O Rev. David, representante da Igreja Anglicana, partilhou algumas reflexões com os presentes sobre a importância da oração daqueles que seguem Jesus como se “fossem um”. Não o fazer significa “falhar na procura da justiça”. Esse é “um convite que é feito a todos e a cada um dos cristãos, independentemente da sua condição”, disse.

Por seu lado o Pastor Gameiro, da Igreja Presbiteriana da Madeira, falou de um “problema antigo, mas também muito atual: o da divisão dos seres humanos”, motivada pelas mais diversas razões nomeadamente pela “criação do poder nas pessoas”, que se manifesta “quando se desnivela as coisas”. Depois surge a justiça, “uma medida que se pode vestir com imperativos morais de diversa ordem”, como forma de equilibrar de novo as coisas, “para que não haja o pobre e o rico, o poderoso e o indefeso”. É desta justiça que se fala na Bíblia, “a justiça que não detém poder político, que é arbitral, é aquela que não pode ser alterada ao sabor do nosso desejo”. Também separou a justiça da lei, referindo que são duas coisas distintas e que hoje “vivemos num mundo muito dividido”, no que a estas questões diz respeito também por culpa das Igrejas que, “por contextualizarmos tanto a Palavra de Deus ao tempo de hoje, que começamos por vezes a relativizar essa palavra”.

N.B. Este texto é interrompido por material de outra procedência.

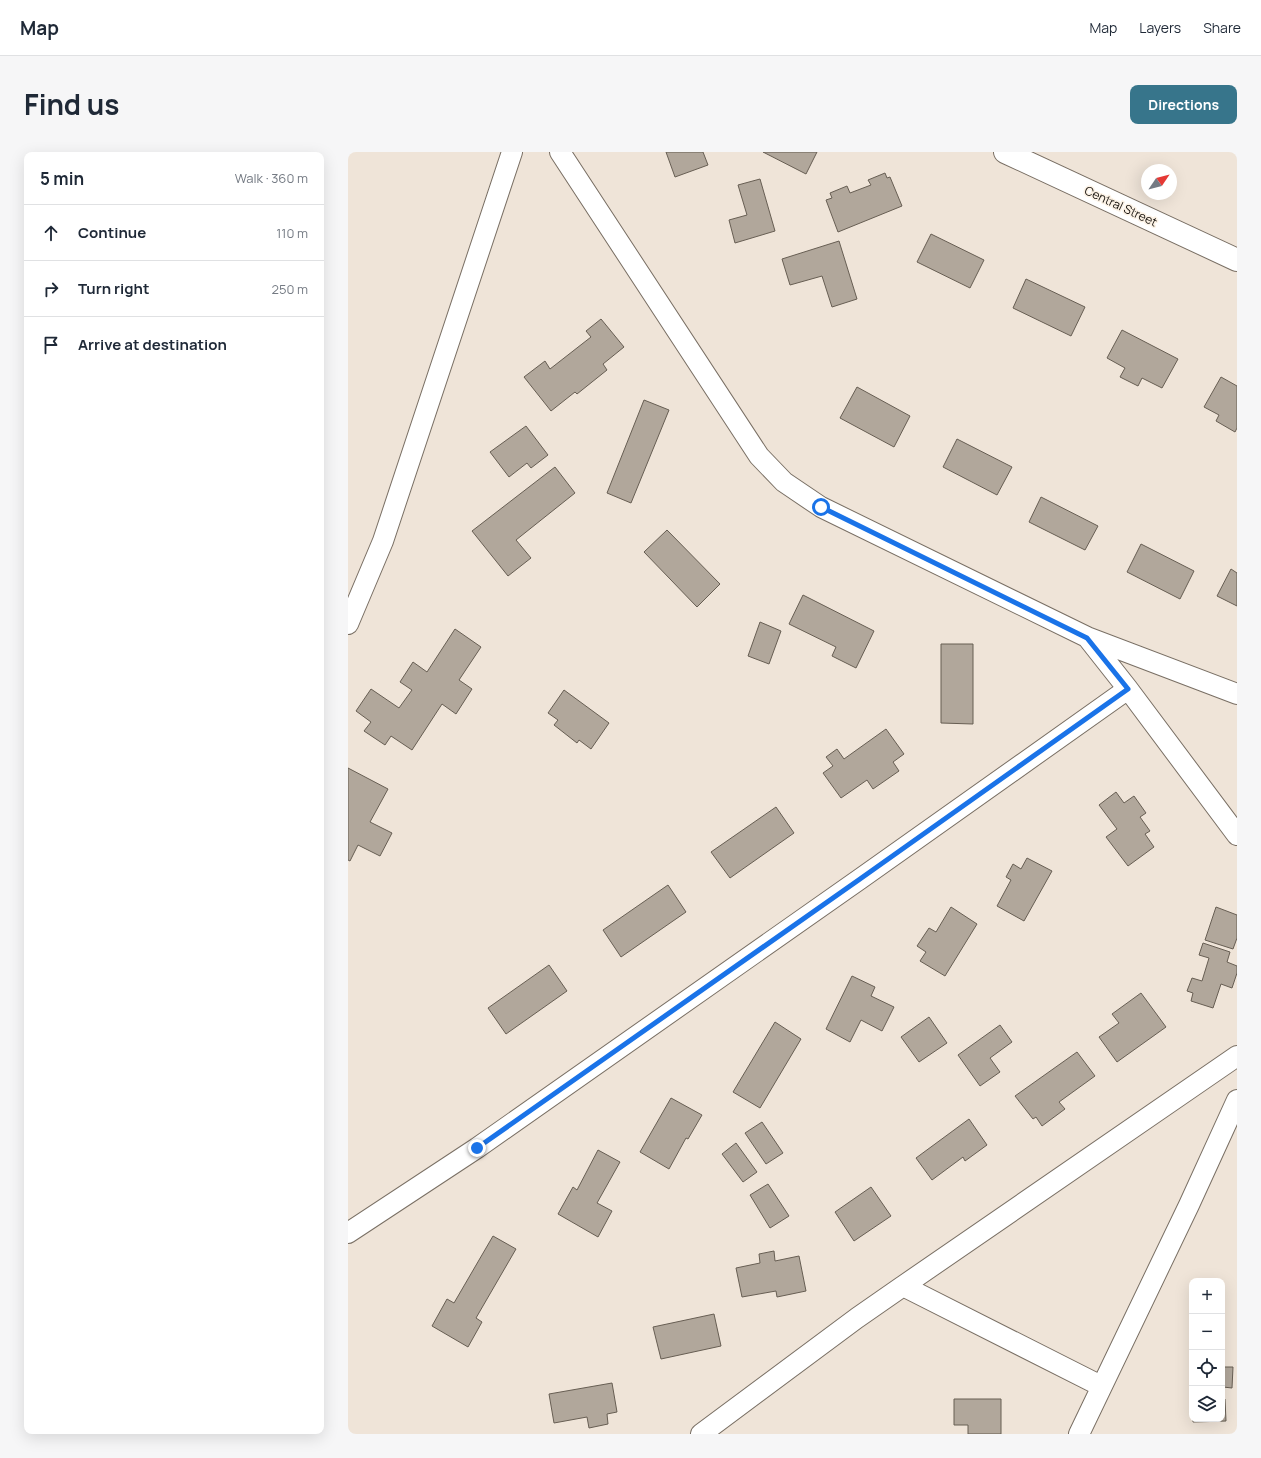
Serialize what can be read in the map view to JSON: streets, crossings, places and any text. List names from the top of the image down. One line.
{"streets":{"street":["Central Street"]},"north":"top right","page":{"header":"Map","nav":["Map","Layers","Share"],"title":"Find us","buttons":"Directions","heading":["5 min","Walk · 360 m"],"list":[["Continue","110 m"],["Turn right","250 m"],"Arrive at destination"],"map_buttons":["+","−"]}}
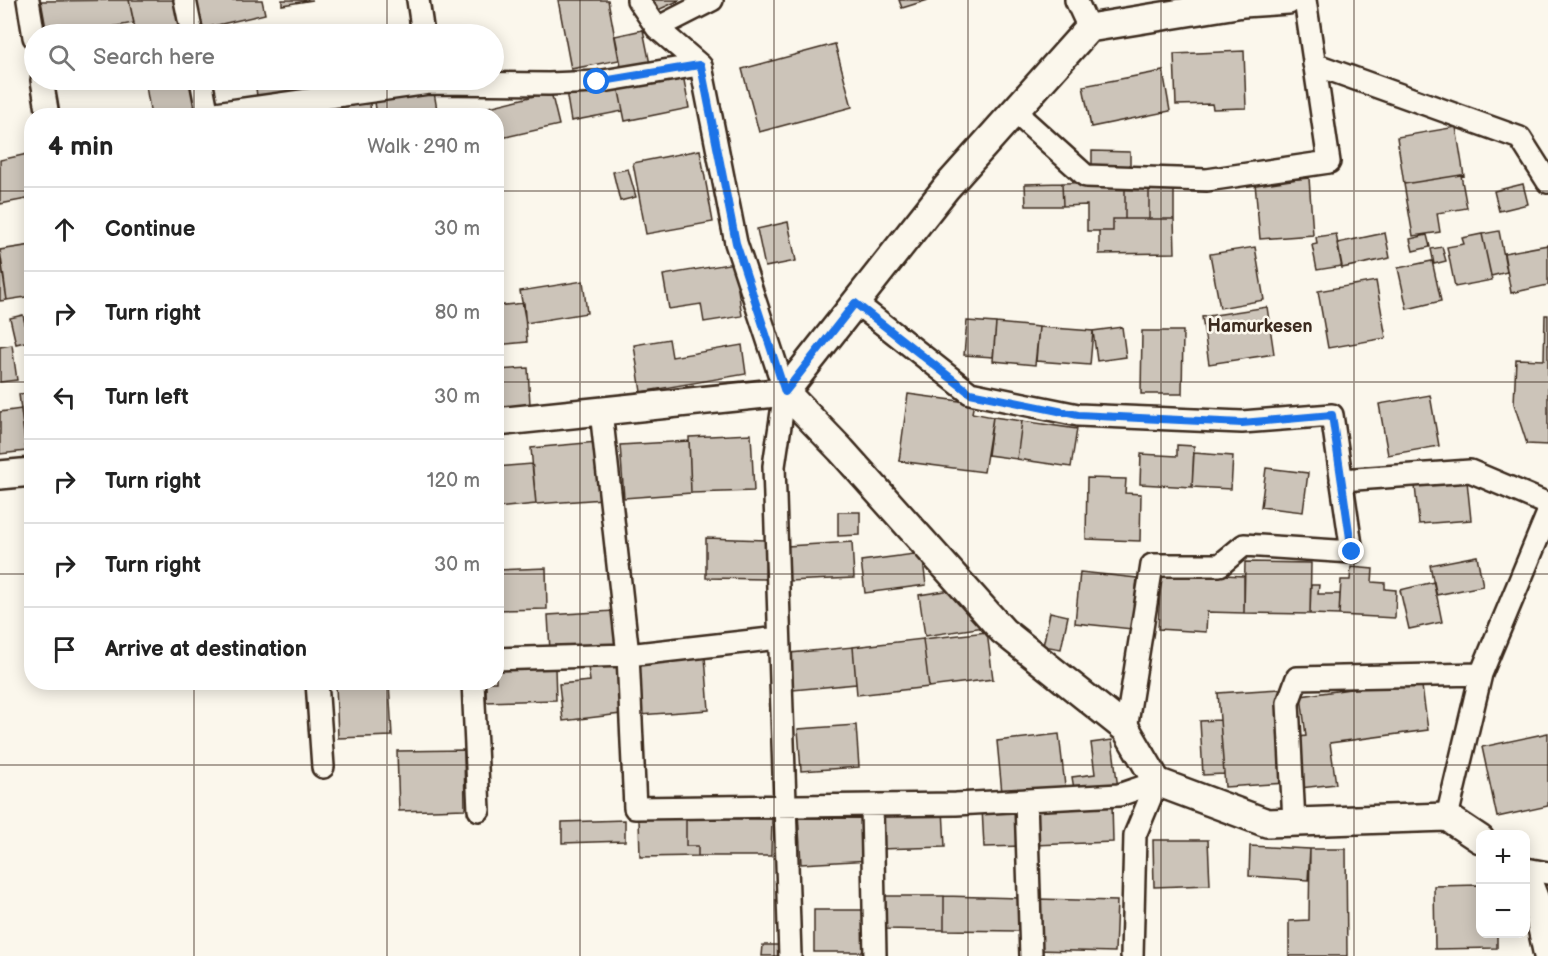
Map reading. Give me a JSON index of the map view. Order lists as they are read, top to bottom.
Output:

No final da celebração, a palavra voltou a ser dada ao Pe. João Carlos Gomes que fez os devidos agradecimentos, nomeadamente às irmãs de Santa Clara pelo acolhimento, ao Coro do Livramento, ao organista Guilherme e ao Juntos pela Europa, que promoveu um pequeno convívio após a celebração. Aproveitou também para agradecer a D. António Carrilho toda a colaboração e empenho que teve desde o primeiro momento deste encontro anual.